In the late 1500s, Europeans first encountered the seed. Then, they spread rapidly to India and portions of Africa. In the 1920s, when the General Food Corporation began shipping them in quantity, they gained popularity in the United States. Today, however, Americans are among the most devoted cashew consumers in the world. Here are given Health Benefits of Cashews.
Health Benefits of Cashews
Rich in protein, healthy fats, and antioxidants such as polyphenols, cashews offer a variety of noteworthy health benefits.
Reduced Cholesterol
In the past, cashews have been criticised for containing saturated fat, but this may not be as problematic as the saturated label suggests. The majority of the fat in cashews is stearic acid, which, according to experts, has no effect on blood cholesterol. Research indicates that individuals who consume a modest portion of cashews daily experience a slight reduction in LDL “bad” cholesterol.
Heart Disease Prevention
Due to their high magnesium content, cashews may also prevent heart disease in addition to moderating LDL cholesterol levels. Magnesium consumption may reduce the risk of ischemic heart disease, which is frequently caused by inadequate blood flow to the heart.
Stroke Prevention
Diabetes Prevention or Management
Nutrition
Cashews are an excellent source of both monounsaturated and polyunsaturated healthy lipids. Additionally, these almonds are a moderate source of protein. As a result, they are a common staple in the diets of vegetarians and vegans.

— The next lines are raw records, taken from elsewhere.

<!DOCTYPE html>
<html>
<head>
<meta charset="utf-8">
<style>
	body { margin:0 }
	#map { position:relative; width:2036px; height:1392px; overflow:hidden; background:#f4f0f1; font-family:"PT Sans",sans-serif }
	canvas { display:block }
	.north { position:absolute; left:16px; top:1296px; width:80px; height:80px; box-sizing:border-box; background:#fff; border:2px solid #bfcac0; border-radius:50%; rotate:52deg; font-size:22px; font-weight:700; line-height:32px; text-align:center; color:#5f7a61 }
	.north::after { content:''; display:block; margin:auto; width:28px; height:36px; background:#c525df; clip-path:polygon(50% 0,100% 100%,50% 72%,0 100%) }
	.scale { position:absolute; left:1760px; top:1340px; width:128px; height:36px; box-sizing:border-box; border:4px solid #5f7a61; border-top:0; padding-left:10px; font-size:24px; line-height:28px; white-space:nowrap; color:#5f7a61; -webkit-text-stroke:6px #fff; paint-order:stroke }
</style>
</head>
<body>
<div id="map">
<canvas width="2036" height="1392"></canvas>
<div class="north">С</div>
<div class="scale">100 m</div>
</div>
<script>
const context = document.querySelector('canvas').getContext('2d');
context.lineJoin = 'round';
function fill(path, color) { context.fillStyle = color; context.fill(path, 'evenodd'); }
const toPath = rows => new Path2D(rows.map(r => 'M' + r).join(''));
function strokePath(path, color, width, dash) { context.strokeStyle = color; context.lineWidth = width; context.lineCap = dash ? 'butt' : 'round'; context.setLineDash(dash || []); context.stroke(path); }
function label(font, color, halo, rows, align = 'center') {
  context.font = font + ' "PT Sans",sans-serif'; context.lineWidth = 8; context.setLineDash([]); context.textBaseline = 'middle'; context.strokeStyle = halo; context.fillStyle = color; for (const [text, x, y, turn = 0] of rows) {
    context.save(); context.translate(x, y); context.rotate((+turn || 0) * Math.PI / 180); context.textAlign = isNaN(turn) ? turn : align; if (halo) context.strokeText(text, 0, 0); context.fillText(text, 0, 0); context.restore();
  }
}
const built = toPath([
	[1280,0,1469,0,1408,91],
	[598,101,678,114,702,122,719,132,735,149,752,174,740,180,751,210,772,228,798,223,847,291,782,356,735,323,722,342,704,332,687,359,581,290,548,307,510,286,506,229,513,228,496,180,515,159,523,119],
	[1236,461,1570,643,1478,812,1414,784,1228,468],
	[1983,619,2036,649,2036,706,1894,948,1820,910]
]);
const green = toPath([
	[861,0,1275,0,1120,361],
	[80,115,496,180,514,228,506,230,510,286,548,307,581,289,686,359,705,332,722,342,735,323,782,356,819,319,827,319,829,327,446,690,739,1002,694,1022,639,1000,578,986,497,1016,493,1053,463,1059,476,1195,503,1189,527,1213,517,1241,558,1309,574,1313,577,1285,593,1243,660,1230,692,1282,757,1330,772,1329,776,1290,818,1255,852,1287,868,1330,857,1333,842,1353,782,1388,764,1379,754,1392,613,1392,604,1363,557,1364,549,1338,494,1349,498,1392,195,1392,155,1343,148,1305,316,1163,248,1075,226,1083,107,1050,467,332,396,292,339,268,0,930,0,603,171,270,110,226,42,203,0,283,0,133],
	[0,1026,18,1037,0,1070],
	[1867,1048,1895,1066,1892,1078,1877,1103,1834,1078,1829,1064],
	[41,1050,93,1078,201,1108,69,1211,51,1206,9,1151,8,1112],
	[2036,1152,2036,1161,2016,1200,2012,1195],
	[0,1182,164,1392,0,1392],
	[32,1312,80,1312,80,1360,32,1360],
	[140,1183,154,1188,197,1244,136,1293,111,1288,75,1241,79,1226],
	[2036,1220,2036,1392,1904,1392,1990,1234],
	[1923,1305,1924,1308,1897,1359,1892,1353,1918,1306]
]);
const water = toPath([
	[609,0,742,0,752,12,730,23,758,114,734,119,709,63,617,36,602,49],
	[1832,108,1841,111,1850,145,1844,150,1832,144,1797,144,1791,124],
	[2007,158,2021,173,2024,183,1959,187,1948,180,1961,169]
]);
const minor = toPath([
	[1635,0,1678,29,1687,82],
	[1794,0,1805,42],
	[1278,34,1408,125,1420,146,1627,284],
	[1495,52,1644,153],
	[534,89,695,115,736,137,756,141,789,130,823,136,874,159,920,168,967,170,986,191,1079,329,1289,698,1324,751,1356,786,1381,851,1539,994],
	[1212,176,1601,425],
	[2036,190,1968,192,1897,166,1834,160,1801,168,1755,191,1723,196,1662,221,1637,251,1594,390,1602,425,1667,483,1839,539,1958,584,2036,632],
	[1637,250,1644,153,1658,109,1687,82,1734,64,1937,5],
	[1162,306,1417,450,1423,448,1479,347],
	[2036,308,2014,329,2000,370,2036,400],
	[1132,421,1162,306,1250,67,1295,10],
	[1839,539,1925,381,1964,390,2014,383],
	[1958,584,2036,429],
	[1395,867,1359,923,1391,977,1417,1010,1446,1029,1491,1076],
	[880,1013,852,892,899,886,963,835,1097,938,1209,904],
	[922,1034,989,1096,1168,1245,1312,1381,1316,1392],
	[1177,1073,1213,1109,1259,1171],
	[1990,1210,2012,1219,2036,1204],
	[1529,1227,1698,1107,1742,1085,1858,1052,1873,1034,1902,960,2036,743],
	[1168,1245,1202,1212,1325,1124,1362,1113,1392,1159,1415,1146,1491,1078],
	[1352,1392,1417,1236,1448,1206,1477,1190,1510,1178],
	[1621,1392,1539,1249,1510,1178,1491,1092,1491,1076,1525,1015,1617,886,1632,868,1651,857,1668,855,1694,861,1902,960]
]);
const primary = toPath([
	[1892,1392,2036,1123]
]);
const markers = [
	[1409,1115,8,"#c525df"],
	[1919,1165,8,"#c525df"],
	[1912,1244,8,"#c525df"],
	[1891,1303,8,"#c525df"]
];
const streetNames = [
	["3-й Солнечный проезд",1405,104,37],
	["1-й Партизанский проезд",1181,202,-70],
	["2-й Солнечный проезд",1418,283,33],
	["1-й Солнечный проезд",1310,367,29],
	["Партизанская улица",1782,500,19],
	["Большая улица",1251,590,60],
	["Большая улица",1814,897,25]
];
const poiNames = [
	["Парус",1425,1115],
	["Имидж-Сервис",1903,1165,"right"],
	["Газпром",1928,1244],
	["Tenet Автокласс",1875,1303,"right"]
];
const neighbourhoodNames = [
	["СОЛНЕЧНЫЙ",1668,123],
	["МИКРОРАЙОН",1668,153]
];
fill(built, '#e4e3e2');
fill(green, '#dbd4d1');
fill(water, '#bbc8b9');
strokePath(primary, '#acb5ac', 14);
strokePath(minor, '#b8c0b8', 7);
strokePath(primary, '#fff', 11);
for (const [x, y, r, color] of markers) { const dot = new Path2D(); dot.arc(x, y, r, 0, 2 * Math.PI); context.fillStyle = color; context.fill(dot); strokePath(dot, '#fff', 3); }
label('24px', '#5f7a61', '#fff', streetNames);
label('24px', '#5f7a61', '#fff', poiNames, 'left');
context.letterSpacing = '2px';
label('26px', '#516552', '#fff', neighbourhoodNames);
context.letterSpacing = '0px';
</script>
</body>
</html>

Cashews are also an excellent source of:
- Magnesium
- Manganese
- Phosphorus
- Zinc
- Vitamin B6
- Vitamin K
Nutrients per Serving
A 1-ounce serving of cashews contains:
- Calories: 165
- Protein: 4 grams
- Fat: 14 grams
- Carbohydrates: 9 grams
- Fiber: Less than 1 gram
- Sugar: 1 gram
Things to Look Out For
How to Prepare Cashews
- Combine cashews with dried fruit, chocolate chips, and other nuts to create a trail mix.
- Toss cashews with romaine lettuce, tomatoes, and a hint of olive oil for a healthy and satisfying salad.
- Add to a wrap featuring cubed chicken, mustard, and mayonnaise.
- Combine with coconut, maple syrup, and rolled oats. Mix these ingredients before baking to form granola.
- Sprinkle salted cashews on top of roasted green beans.
- Enjoy with yogurt, granola, and fruit in a tasty parfait.
- Prepare with rice, soy sauce, chicken, and red pepper flakes in a slow cooker.
- Toss with lo mein noodles coated in oyster sauce and soy sauce.